[Stored records]
══════════════════════════════
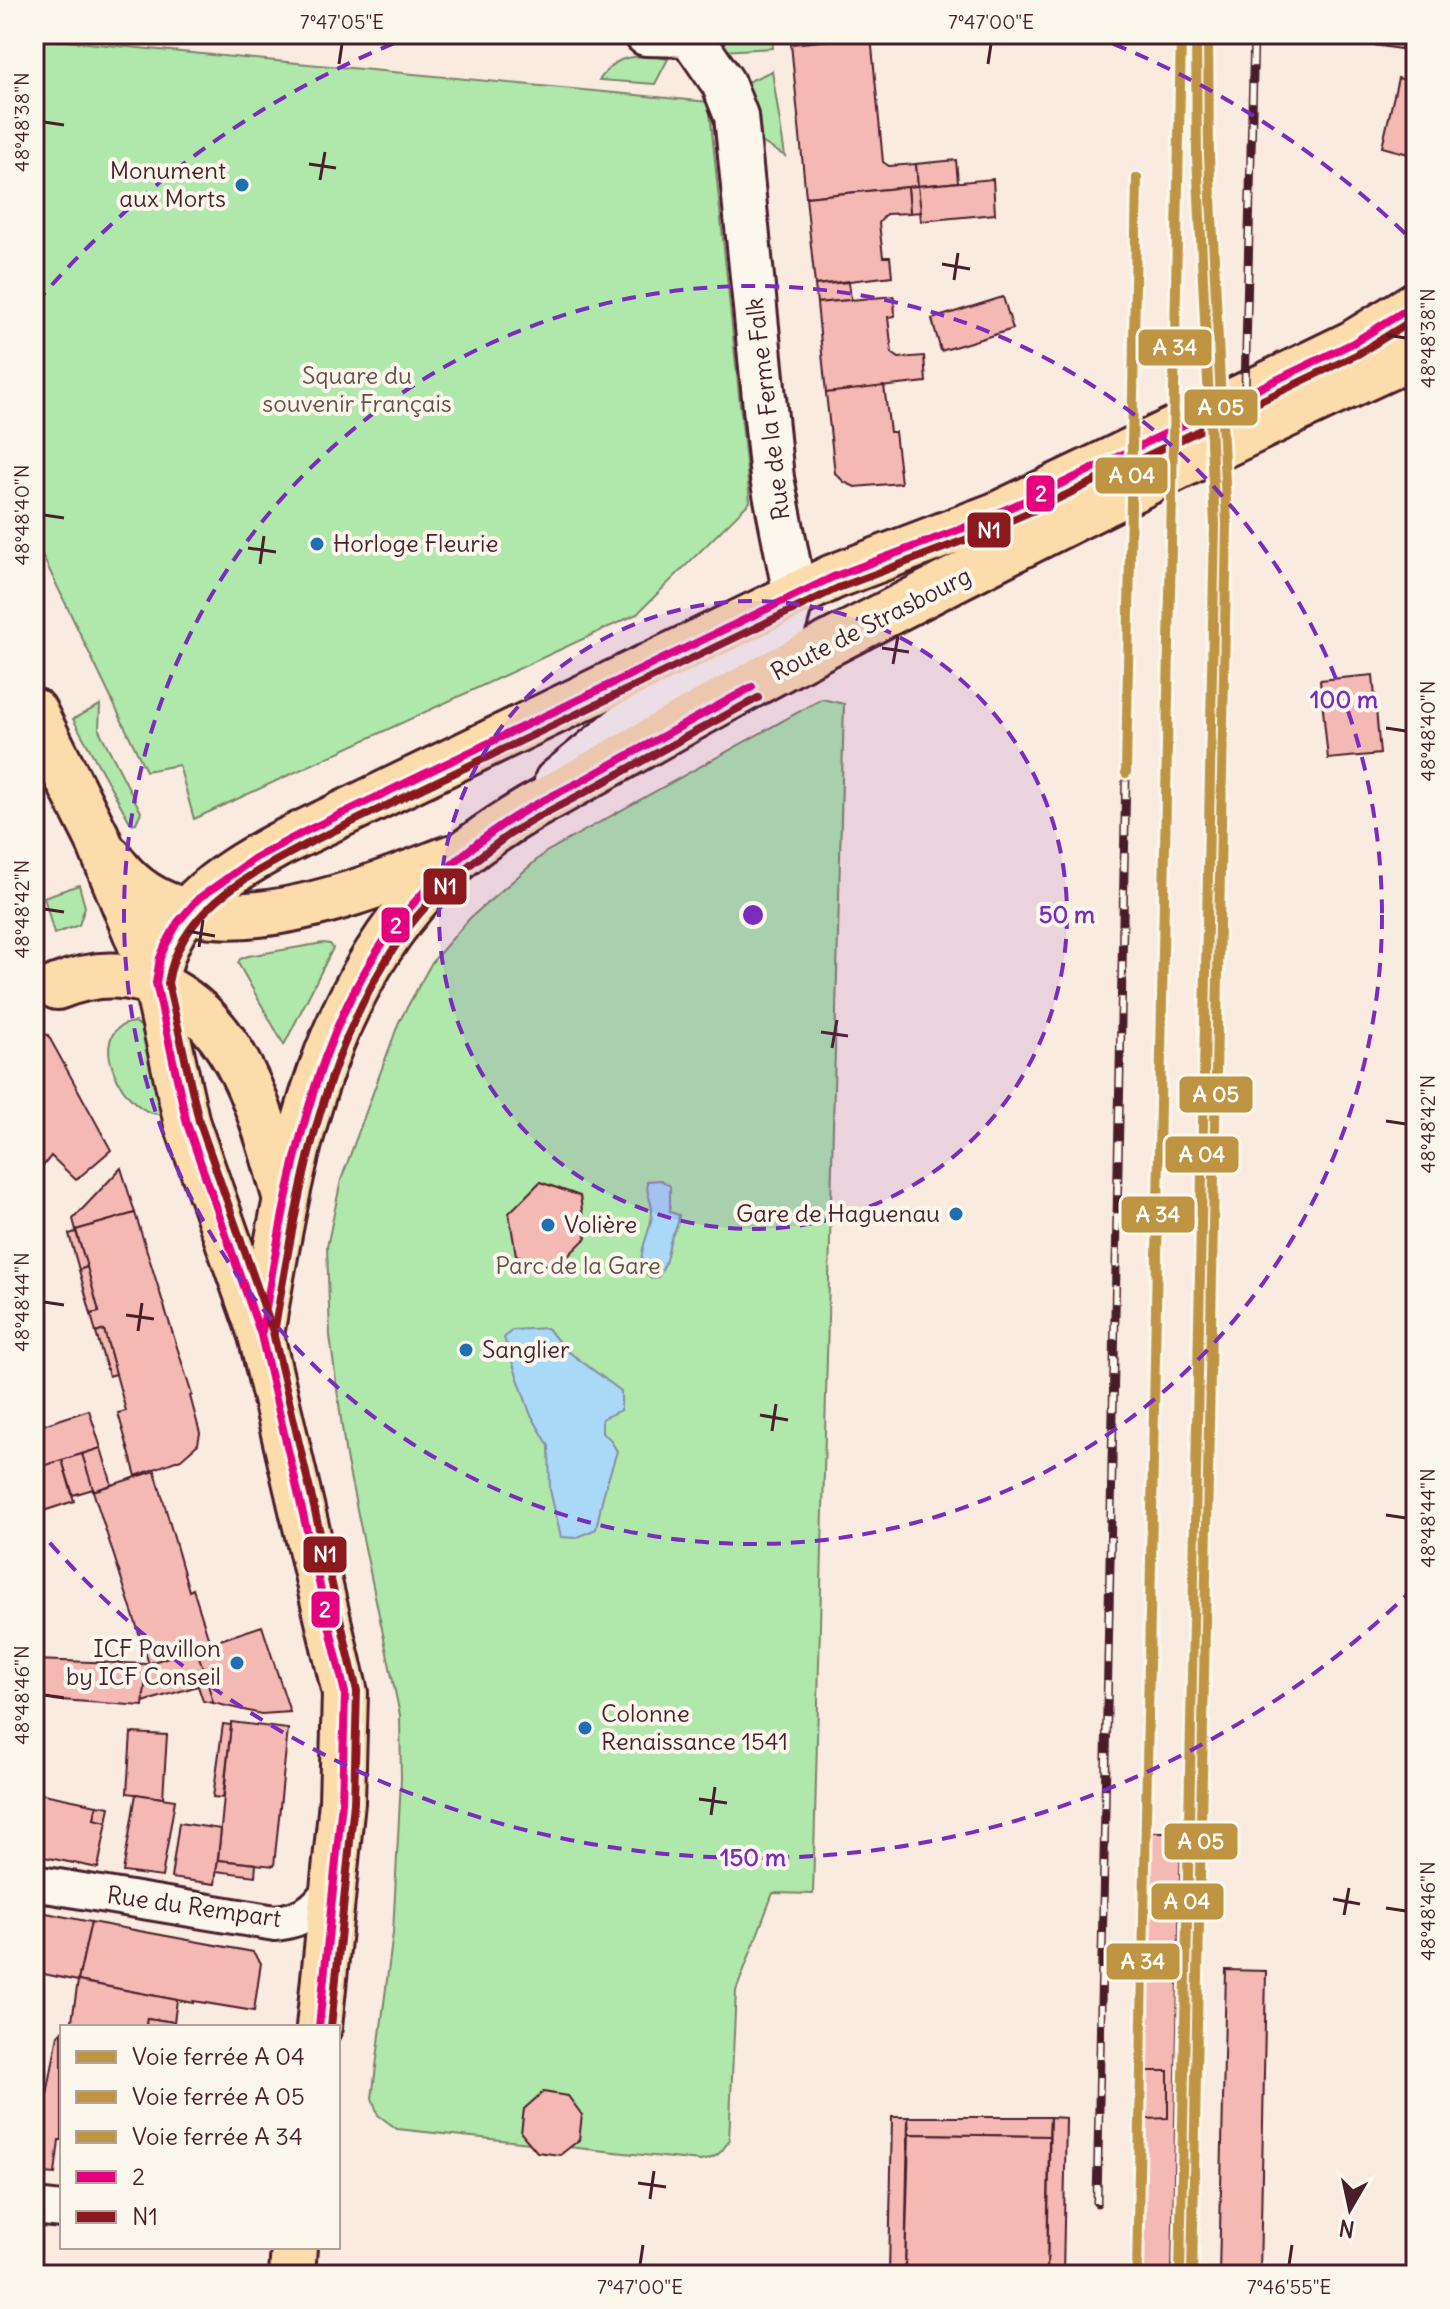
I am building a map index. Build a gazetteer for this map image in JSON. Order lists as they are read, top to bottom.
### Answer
{
  "streets": {
    "main road": ["Route de Strasbourg"],
    "street": ["Rue de la Ferme Falk", "Rue du Rempart"]
  },
  "crossings": [
    ["Rue de la Ferme Falk", "Route de Strasbourg"]
  ],
  "parks": ["Square du souvenir Français", "Parc de la Gare"],
  "places": [
    "Monument aux Morts",
    "Horloge Fleurie",
    "Gare de Haguenau",
    "Volière",
    "Sanglier",
    "ICF Pavillon by ICF Conseil",
    "Colonne Renaissance 1541"
  ],
  "lines": ["transit line 2", "transit line N1"],
  "legend": [
    "Voie ferrée A 04",
    "Voie ferrée A 05",
    "Voie ferrée A 34",
    "2",
    "N1"
  ],
  "north": "bottom",
  "coordinates": [
    "7°47'05\"E",
    "7°47'00\"E",
    "48°48'38\"N",
    "48°48'40\"N",
    "48°48'42\"N",
    "48°48'44\"N",
    "48°48'46\"N",
    "7°46'55\"E"
  ],
  "rings": ["100 m", "50 m", "150 m"]
}
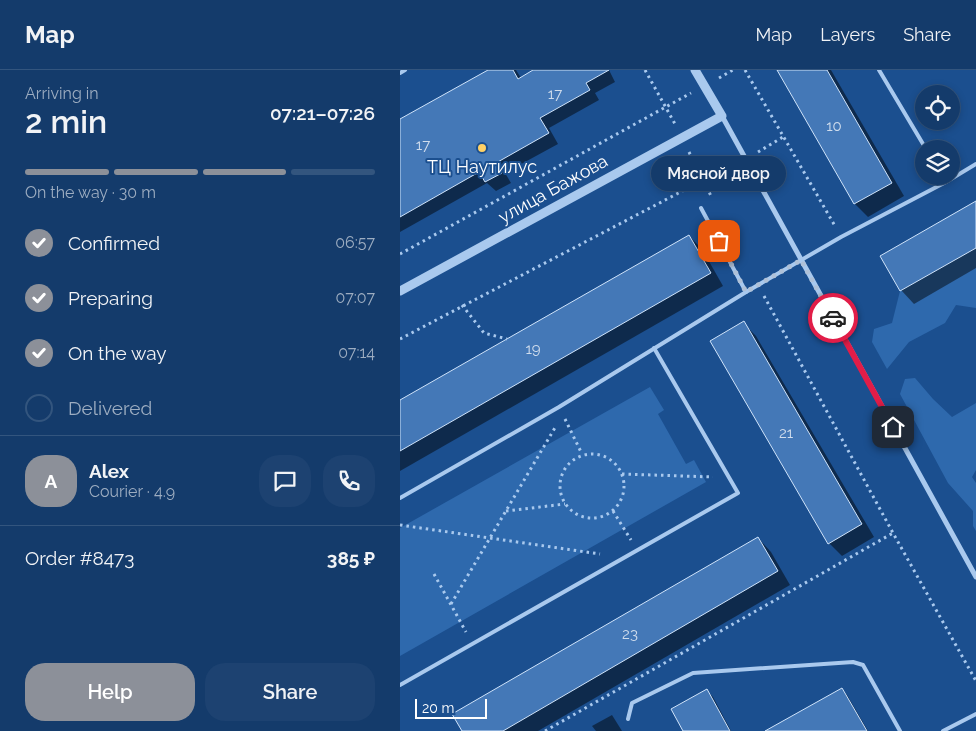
══════════════════════════════
* _EXERCISE DESCRIPTION_
If a line in the records above has the word "Gare", copy it out.

* _TASK RESPONSE_
  "parks": ["Square du souvenir Français", "Parc de la Gare"],
    "Gare de Haguenau",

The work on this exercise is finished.